Pagi ini aku berangkat kuliah dengan tampang yang bisa dikatakan menyedihkan. Yah pasti bisa ditebak alasannya; uang dan selalu uang.

Terdengar tanya Rianti, salah satu teman kuliahku, yang membuyarkan lamunanku. "Kamu udah ngerjain tugas resume belum? Yang ditulis tangan," tanyanya.

"Udah," jawabku sembari terseyum ramah, mencoba menyembunyikan rasa lelah yang membebani diriku.

"Bisa tolong tuliskan enggak, aku bayar deh," pintanya dengan suara ramah.

Mendengar kata-kata itu, aku merasa tergoda.

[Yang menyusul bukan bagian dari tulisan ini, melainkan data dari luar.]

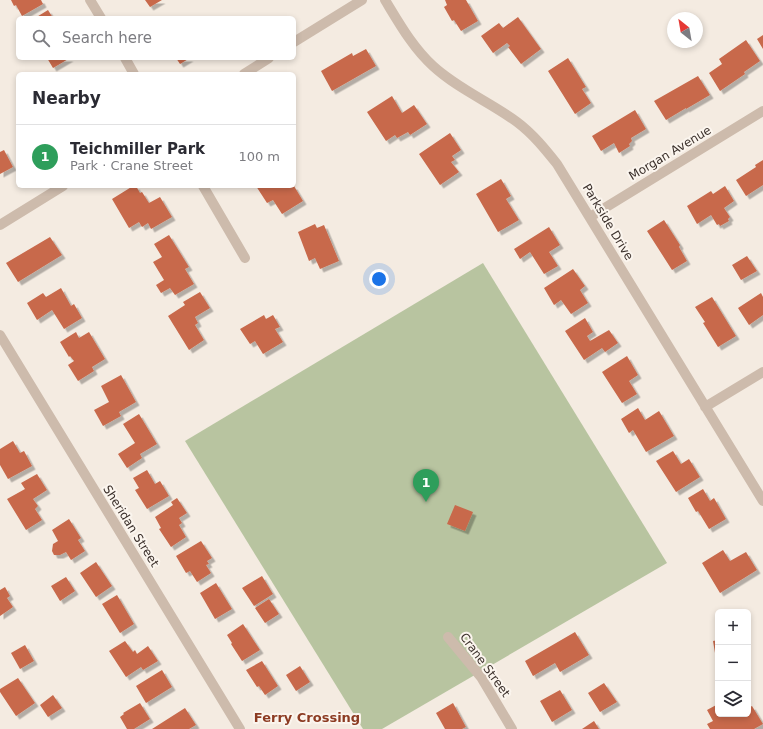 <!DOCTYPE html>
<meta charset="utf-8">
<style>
:root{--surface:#fff;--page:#f2f2f3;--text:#2b2b33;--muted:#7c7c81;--line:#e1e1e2;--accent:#2563eb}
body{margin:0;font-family:"DejaVu Sans",sans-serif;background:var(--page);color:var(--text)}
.controls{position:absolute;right:12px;bottom:12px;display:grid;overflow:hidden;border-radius:6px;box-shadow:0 2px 6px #0003}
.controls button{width:36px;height:36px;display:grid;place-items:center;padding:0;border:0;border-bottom:1px solid var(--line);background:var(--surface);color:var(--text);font:20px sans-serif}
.compass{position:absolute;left:667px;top:12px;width:36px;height:36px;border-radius:50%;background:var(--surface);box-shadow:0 2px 6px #0003;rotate:329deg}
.you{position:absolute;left:379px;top:279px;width:14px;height:14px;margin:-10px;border:3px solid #fff;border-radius:50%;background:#1a73e8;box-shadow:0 0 0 6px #1a73e833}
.badge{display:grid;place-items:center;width:26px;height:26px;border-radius:50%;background:var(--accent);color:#fff;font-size:13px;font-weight:700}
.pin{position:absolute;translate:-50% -33px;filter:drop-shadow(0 1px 2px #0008)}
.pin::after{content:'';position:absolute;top:21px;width:14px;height:12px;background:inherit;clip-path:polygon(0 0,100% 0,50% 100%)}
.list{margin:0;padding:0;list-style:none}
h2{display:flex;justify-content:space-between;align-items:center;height:52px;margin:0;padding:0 16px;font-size:17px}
h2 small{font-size:13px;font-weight:400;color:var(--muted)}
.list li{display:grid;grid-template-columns:26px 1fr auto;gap:12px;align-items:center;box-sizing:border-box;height:64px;padding:0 16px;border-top:1px solid var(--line)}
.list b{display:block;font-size:15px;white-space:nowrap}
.list p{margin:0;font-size:13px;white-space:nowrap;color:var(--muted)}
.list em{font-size:13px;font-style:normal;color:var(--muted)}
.icon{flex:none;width:22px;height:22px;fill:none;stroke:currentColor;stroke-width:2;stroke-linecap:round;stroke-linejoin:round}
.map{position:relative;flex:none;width:763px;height:729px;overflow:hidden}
.search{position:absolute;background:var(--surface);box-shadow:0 2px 6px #0003;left:16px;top:16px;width:280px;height:44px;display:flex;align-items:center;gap:10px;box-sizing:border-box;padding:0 14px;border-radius:6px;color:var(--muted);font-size:15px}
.panel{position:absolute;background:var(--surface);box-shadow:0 2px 6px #0003;left:16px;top:72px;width:280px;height:116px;border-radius:6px}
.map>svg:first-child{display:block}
.green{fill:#b8c4a0}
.building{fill:#c8694b;filter:url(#shadow)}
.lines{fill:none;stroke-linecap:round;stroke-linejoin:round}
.street{stroke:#cdbbac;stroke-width:10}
.labels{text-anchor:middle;stroke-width:4;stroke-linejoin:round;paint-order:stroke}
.street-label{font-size:12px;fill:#3b302b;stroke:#fbf5ee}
.neighbourhood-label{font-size:13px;font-weight:bold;fill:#8c3b22;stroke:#fbf5ee}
</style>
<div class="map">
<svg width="763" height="729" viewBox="0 0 763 729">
<defs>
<filter id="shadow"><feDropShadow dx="3.5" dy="3.5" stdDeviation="0" flood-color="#0004"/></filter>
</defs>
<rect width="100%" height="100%" fill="#f4ebe1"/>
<path class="green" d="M483,263L667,563L382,729H363L185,441Z"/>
<path class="building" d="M11,0H41L43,4L22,16L16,5L14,6Z
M145,0H162L150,7Z
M445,0H466L478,21L461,31L454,20L452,21L444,7L447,5Z
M48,10L53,18H35Z
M518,17L541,49L521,64L508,47L510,46L507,43L493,53L481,36L499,23L503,28Z
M763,35V49L757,39Z
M746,40L760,61L744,72L745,74L720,91L709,73L722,64L719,59Z
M366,49L376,66L332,91L321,71L352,53L353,56Z
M47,58H70L53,68Z
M176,58H190L180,64Z
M568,58L586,87L582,89L591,103L575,114L548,71Z
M698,76L710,95L686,109V108L666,120L654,101Z
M392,96L402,113L414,105L427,124L410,135L408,132L397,138L395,135L386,141L367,112Z
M635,110L646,129L631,138L632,141L629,144L630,146L619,153L614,143L601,151L592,136Z
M450,133L461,150L452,156L455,160L451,162L459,172L440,185L419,154Z
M4,150L13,167L0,174V152Z
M763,160V185L746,196L736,180L756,167L755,165Z
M501,179L511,196L506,199L519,220L498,232L476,194Z
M133,186H136L140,193L142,192L149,203L160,197L172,217L151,229L148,223L142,227L139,222L129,228L112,199Z
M256,186H294L303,201L282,214L273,200L267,203Z
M725,186L734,201L724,208L730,217L728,219L729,221L720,226L719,224L717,225L711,215L697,224L687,206L711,191L713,194Z
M664,220L680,245L679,247L687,261L672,270L647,231Z
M315,224L317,228L324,225L339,261L320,269L315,258L309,261L298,232Z
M549,227L560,245L549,252L558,266L544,274L530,252L520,259L514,249Z
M169,235L189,267L185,269L194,284L175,295L170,288L161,293L156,285L164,280L153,262L162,257L154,244Z
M50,237L62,255L18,282L6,263Z
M747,256L757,271L741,280L732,265Z
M573,269L585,286L580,290L588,303L571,314L561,300L554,305L544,288Z
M61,288L71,306L74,304L82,318L64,329L52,310L37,320L27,303L43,293L46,297Z
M200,292L210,308L195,317L198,323L195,325L204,340L189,350L168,316L185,305L183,302Z
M761,293L763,297V315L749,325L738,308Z
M712,297L736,336L718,347L703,323L705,322L695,307Z
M264,315L266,319L273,315L280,327L275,329L283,342L263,354L255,341L250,344L240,329Z
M585,318L593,332L587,336L590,341L609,330L618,343L605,352L602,348L584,360L565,331Z
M76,332L79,338L89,332L105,359L92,367L94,371L78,381L68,365L74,361L70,356L69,357L60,342Z
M627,356L638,375L629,381L637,394L622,403L602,372Z
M121,375L136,402L119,412L121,416L103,426L94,410L109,402L101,386Z
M638,408L645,420L659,411L674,436L646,452L633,430L629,433L621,419Z
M139,414L157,444L140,454L142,458L127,468L118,454L135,443L123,424Z
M13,441L20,453L24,451L32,466L8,479L0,465V449Z
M673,451L681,464L689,459L700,477L676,492L656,461Z
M147,470L155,484L160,481L169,496L147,509L135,490L139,488L133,478Z
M37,474L47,490L33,499L38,506L35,509L42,520L26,530L7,499L25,489L21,483Z
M703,489L710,501L714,498L726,519L709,529L698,511L696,512L688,498Z
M177,498L187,513L179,518L182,523L179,525L186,537L171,547L159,529L161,528L155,517L173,505L171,502Z
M455,505L473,512L465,531L447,524Z
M69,519L81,538L78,540L85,551L71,560L66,552L60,555H54L52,551L53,544L58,541L52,530Z
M201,541L212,558L207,561L209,564L206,565L211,573L197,582L190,571L186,573L176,556Z
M723,550L730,561L746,552L757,570L720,593L702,563Z
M96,562L112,586L96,597L80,573Z
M262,576L273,594L254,606L242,588Z
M66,577L75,591L60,601L51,586Z
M216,583L232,609L215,619L200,593Z
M5,587L10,596L7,598L13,607L0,616V590Z
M117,595L134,624L120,633L102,604Z
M269,599L279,614L265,623L255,608Z
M243,624L260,650L242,661L231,644L232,643L227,635Z
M575,632L589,655L560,672L555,663L533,676L525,661Z
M718,640V664L717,665L713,641Z
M125,641L133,652L135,650L137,654L148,646L158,661L143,670L141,667L126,677L109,651Z
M25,645L34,661L20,669L11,653Z
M262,661L278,686L265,695L259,686L257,687L246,670Z
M300,666L310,682L296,691L286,675Z
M162,670L172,687L146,703L136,686Z
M18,678L35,703L16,716L0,692V689Z
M604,683L617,702L600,712L588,693Z
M560,690L572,710L552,722L540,701Z
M53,695L62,708L48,717L40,705Z
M140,703L150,719L134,729H127L120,717L124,714L123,713Z
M453,703L466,727L462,729H445L436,713Z
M718,704V714H734L735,715L737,714H748V708L752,706L763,724L754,729H710L707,724L713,721L707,710Z
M185,708L196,725L189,729H152Z
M594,721L599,729H582Z"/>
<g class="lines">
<path class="street" d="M90,0L101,18
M385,0C399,23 413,48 433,66C458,89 490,102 517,122C533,134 545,149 557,164L763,501
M294,42L362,0
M125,58L134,74
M244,74L269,58
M203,186L245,258
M590,217L763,111
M0,225L63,186
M0,335L240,729
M705,407L763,372
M448,637L481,677L512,729"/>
</g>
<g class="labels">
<g class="street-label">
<text transform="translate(670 153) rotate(-31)" y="4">Morgan Avenue</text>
<text transform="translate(608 222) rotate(59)" y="4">Parkside Drive</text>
<text transform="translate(131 526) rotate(58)" y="4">Sheridan Street</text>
<text transform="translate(485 665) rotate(54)" y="4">Crane Street</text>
</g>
<g class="neighbourhood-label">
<text x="307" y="722">Ferry Crossing</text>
</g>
</g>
</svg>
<div class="controls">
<button>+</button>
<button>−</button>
<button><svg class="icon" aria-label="layers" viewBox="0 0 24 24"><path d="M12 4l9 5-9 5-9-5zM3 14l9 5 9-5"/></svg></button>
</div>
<svg class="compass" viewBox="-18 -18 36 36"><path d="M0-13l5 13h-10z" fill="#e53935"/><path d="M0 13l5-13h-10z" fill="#7c7c81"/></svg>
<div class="you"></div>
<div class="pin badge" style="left:426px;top:502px;background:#2e9e5b">1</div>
<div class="search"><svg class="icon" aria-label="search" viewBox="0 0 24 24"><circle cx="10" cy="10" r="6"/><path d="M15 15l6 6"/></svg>Search here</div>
<section class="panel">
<h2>Nearby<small></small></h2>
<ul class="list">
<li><span class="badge" style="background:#2e9e5b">1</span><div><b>Teichmiller Park</b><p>Park · Crane Street</p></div><em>100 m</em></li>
</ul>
</section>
</div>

Jujur saja, di dunia ini yang kubutuhkan saat ini adalah uang.

"Iya," jawabku dengan senyum tipis di bibir.

"Makasih ya. Aku ada urusan soalnya," ucapnya sambil melangkah pergi.

Setelah itu, aku menulis di pojok ruangan, ditemani oleh keheningan yang mengiringi langkahku. Bukan karena tidak memiliki teman, tapi karena aku merasa lebih nyaman sendirian.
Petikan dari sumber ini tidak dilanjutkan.